DATA SHOWN:
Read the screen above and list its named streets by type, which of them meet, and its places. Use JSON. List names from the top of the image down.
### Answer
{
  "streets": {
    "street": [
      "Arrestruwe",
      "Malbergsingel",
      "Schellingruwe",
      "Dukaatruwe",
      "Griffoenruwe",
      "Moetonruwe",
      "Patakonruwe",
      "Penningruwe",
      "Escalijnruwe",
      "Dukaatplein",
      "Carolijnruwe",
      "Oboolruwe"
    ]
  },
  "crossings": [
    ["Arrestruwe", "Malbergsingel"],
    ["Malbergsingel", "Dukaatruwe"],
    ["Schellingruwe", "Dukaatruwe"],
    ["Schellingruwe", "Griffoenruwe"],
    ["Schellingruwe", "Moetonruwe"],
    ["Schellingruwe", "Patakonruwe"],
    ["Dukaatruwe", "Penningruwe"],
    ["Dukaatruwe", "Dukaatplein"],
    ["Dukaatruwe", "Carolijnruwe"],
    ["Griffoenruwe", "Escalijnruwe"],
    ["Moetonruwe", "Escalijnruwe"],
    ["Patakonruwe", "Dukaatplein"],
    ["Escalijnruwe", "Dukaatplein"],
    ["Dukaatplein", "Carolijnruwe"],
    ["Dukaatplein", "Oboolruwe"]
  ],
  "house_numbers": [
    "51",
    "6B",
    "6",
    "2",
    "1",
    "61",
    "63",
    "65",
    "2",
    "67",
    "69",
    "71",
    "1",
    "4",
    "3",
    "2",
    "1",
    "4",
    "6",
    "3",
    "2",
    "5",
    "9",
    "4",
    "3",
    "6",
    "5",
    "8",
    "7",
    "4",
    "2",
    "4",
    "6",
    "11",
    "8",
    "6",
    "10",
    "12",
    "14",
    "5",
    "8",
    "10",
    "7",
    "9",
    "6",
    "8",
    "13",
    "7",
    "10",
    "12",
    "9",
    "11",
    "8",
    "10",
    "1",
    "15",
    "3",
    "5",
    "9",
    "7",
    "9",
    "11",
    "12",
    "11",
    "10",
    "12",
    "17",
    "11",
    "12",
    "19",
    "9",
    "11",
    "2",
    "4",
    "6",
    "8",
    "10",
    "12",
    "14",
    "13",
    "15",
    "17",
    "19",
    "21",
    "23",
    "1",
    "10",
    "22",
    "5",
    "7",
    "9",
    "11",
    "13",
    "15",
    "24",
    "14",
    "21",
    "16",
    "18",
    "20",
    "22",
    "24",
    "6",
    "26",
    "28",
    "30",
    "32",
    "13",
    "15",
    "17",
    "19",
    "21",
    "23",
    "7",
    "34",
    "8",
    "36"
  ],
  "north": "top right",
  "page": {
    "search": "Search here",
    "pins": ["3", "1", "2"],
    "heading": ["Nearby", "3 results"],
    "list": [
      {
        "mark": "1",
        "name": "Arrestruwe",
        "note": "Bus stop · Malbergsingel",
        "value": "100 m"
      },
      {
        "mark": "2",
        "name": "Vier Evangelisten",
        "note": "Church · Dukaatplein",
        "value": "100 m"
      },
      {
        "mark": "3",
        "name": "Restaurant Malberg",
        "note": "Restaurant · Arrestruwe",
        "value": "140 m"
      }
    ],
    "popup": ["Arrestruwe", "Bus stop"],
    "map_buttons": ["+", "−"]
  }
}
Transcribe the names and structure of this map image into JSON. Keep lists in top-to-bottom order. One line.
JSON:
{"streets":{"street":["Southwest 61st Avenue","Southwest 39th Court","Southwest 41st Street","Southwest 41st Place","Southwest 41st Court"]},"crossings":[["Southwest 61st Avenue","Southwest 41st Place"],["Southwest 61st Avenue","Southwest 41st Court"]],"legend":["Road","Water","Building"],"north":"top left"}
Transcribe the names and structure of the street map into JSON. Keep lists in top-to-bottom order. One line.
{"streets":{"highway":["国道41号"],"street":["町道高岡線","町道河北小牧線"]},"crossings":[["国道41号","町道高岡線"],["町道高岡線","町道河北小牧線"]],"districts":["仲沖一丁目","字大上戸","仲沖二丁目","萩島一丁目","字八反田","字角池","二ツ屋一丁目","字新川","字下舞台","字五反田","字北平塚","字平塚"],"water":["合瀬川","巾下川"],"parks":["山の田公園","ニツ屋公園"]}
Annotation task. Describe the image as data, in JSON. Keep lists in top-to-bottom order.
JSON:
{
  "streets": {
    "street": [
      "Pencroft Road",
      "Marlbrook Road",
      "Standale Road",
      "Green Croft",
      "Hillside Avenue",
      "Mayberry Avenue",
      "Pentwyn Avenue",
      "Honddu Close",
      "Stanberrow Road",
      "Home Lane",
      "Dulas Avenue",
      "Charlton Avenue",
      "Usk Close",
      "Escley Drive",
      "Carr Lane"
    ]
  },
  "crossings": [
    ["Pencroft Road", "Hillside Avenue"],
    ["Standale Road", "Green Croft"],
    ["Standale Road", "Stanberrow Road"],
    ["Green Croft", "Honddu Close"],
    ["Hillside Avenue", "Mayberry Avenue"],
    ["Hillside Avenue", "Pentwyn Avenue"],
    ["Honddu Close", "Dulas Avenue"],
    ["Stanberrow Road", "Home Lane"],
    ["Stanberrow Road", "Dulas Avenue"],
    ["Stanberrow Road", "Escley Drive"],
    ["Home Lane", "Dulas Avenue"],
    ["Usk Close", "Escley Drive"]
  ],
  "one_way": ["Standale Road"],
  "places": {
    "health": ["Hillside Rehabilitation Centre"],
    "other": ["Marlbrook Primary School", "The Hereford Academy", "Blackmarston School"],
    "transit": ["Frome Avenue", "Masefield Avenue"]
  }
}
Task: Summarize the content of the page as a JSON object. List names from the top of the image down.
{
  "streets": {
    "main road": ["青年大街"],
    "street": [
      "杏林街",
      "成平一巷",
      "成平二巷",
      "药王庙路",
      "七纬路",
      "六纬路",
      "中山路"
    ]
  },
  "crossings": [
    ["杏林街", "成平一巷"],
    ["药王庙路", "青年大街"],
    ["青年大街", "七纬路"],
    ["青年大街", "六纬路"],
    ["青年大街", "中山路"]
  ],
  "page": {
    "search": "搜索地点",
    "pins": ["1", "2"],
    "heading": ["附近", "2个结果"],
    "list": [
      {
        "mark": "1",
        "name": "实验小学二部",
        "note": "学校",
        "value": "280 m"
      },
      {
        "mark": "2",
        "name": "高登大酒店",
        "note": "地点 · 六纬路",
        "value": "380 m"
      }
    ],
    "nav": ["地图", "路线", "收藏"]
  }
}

WORK TASK:
Extract all of the data above and output it character for character.

OUTPUT FOR THIS TASK:
Read the screen above and list its named streets by type, which of them meet, and its places. Use JSON. List names from the top of the image down.
### Answer
{
  "streets": {
    "street": [
      "Arrestruwe",
      "Malbergsingel",
      "Schellingruwe",
      "Dukaatruwe",
      "Griffoenruwe",
      "Moetonruwe",
      "Patakonruwe",
      "Penningruwe",
      "Escalijnruwe",
      "Dukaatplein",
      "Carolijnruwe",
      "Oboolruwe"
    ]
  },
  "crossings": [
    ["Arrestruwe", "Malbergsingel"],
    ["Malbergsingel", "Dukaatruwe"],
    ["Schellingruwe", "Dukaatruwe"],
    ["Schellingruwe", "Griffoenruwe"],
    ["Schellingruwe", "Moetonruwe"],
    ["Schellingruwe", "Patakonruwe"],
    ["Dukaatruwe", "Penningruwe"],
    ["Dukaatruwe", "Dukaatplein"],
    ["Dukaatruwe", "Carolijnruwe"],
    ["Griffoenruwe", "Escalijnruwe"],
    ["Moetonruwe", "Escalijnruwe"],
    ["Patakonruwe", "Dukaatplein"],
    ["Escalijnruwe", "Dukaatplein"],
    ["Dukaatplein", "Carolijnruwe"],
    ["Dukaatplein", "Oboolruwe"]
  ],
  "house_numbers": [
    "51",
    "6B",
    "6",
    "2",
    "1",
    "61",
    "63",
    "65",
    "2",
    "67",
    "69",
    "71",
    "1",
    "4",
    "3",
    "2",
    "1",
    "4",
    "6",
    "3",
    "2",
    "5",
    "9",
    "4",
    "3",
    "6",
    "5",
    "8",
    "7",
    "4",
    "2",
    "4",
    "6",
    "11",
    "8",
    "6",
    "10",
    "12",
    "14",
    "5",
    "8",
    "10",
    "7",
    "9",
    "6",
    "8",
    "13",
    "7",
    "10",
    "12",
    "9",
    "11",
    "8",
    "10",
    "1",
    "15",
    "3",
    "5",
    "9",
    "7",
    "9",
    "11",
    "12",
    "11",
    "10",
    "12",
    "17",
    "11",
    "12",
    "19",
    "9",
    "11",
    "2",
    "4",
    "6",
    "8",
    "10",
    "12",
    "14",
    "13",
    "15",
    "17",
    "19",
    "21",
    "23",
    "1",
    "10",
    "22",
    "5",
    "7",
    "9",
    "11",
    "13",
    "15",
    "24",
    "14",
    "21",
    "16",
    "18",
    "20",
    "22",
    "24",
    "6",
    "26",
    "28",
    "30",
    "32",
    "13",
    "15",
    "17",
    "19",
    "21",
    "23",
    "7",
    "34",
    "8",
    "36"
  ],
  "north": "top right",
  "page": {
    "search": "Search here",
    "pins": ["3", "1", "2"],
    "heading": ["Nearby", "3 results"],
    "list": [
      {
        "mark": "1",
        "name": "Arrestruwe",
        "note": "Bus stop · Malbergsingel",
        "value": "100 m"
      },
      {
        "mark": "2",
        "name": "Vier Evangelisten",
        "note": "Church · Dukaatplein",
        "value": "100 m"
      },
      {
        "mark": "3",
        "name": "Restaurant Malberg",
        "note": "Restaurant · Arrestruwe",
        "value": "140 m"
      }
    ],
    "popup": ["Arrestruwe", "Bus stop"],
    "map_buttons": ["+", "−"]
  }
}
Transcribe the names and structure of this map image into JSON. Keep lists in top-to-bottom order. One line.
JSON:
{"streets":{"street":["Southwest 61st Avenue","Southwest 39th Court","Southwest 41st Street","Southwest 41st Place","Southwest 41st Court"]},"crossings":[["Southwest 61st Avenue","Southwest 41st Place"],["Southwest 61st Avenue","Southwest 41st Court"]],"legend":["Road","Water","Building"],"north":"top left"}
Transcribe the names and structure of the street map into JSON. Keep lists in top-to-bottom order. One line.
{"streets":{"highway":["国道41号"],"street":["町道高岡線","町道河北小牧線"]},"crossings":[["国道41号","町道高岡線"],["町道高岡線","町道河北小牧線"]],"districts":["仲沖一丁目","字大上戸","仲沖二丁目","萩島一丁目","字八反田","字角池","二ツ屋一丁目","字新川","字下舞台","字五反田","字北平塚","字平塚"],"water":["合瀬川","巾下川"],"parks":["山の田公園","ニツ屋公園"]}
Annotation task. Describe the image as data, in JSON. Keep lists in top-to-bottom order.
JSON:
{
  "streets": {
    "street": [
      "Pencroft Road",
      "Marlbrook Road",
      "Standale Road",
      "Green Croft",
      "Hillside Avenue",
      "Mayberry Avenue",
      "Pentwyn Avenue",
      "Honddu Close",
      "Stanberrow Road",
      "Home Lane",
      "Dulas Avenue",
      "Charlton Avenue",
      "Usk Close",
      "Escley Drive",
      "Carr Lane"
    ]
  },
  "crossings": [
    ["Pencroft Road", "Hillside Avenue"],
    ["Standale Road", "Green Croft"],
    ["Standale Road", "Stanberrow Road"],
    ["Green Croft", "Honddu Close"],
    ["Hillside Avenue", "Mayberry Avenue"],
    ["Hillside Avenue", "Pentwyn Avenue"],
    ["Honddu Close", "Dulas Avenue"],
    ["Stanberrow Road", "Home Lane"],
    ["Stanberrow Road", "Dulas Avenue"],
    ["Stanberrow Road", "Escley Drive"],
    ["Home Lane", "Dulas Avenue"],
    ["Usk Close", "Escley Drive"]
  ],
  "one_way": ["Standale Road"],
  "places": {
    "health": ["Hillside Rehabilitation Centre"],
    "other": ["Marlbrook Primary School", "The Hereford Academy", "Blackmarston School"],
    "transit": ["Frome Avenue", "Masefield Avenue"]
  }
}
Task: Summarize the content of the page as a JSON object. List names from the top of the image down.
{
  "streets": {
    "main road": ["青年大街"],
    "street": [
      "杏林街",
      "成平一巷",
      "成平二巷",
      "药王庙路",
      "七纬路",
      "六纬路",
      "中山路"
    ]
  },
  "crossings": [
    ["杏林街", "成平一巷"],
    ["药王庙路", "青年大街"],
    ["青年大街", "七纬路"],
    ["青年大街", "六纬路"],
    ["青年大街", "中山路"]
  ],
  "page": {
    "search": "搜索地点",
    "pins": ["1", "2"],
    "heading": ["附近", "2个结果"],
    "list": [
      {
        "mark": "1",
        "name": "实验小学二部",
        "note": "学校",
        "value": "280 m"
      },
      {
        "mark": "2",
        "name": "高登大酒店",
        "note": "地点 · 六纬路",
        "value": "380 m"
      }
    ],
    "nav": ["地图", "路线", "收藏"]
  }
}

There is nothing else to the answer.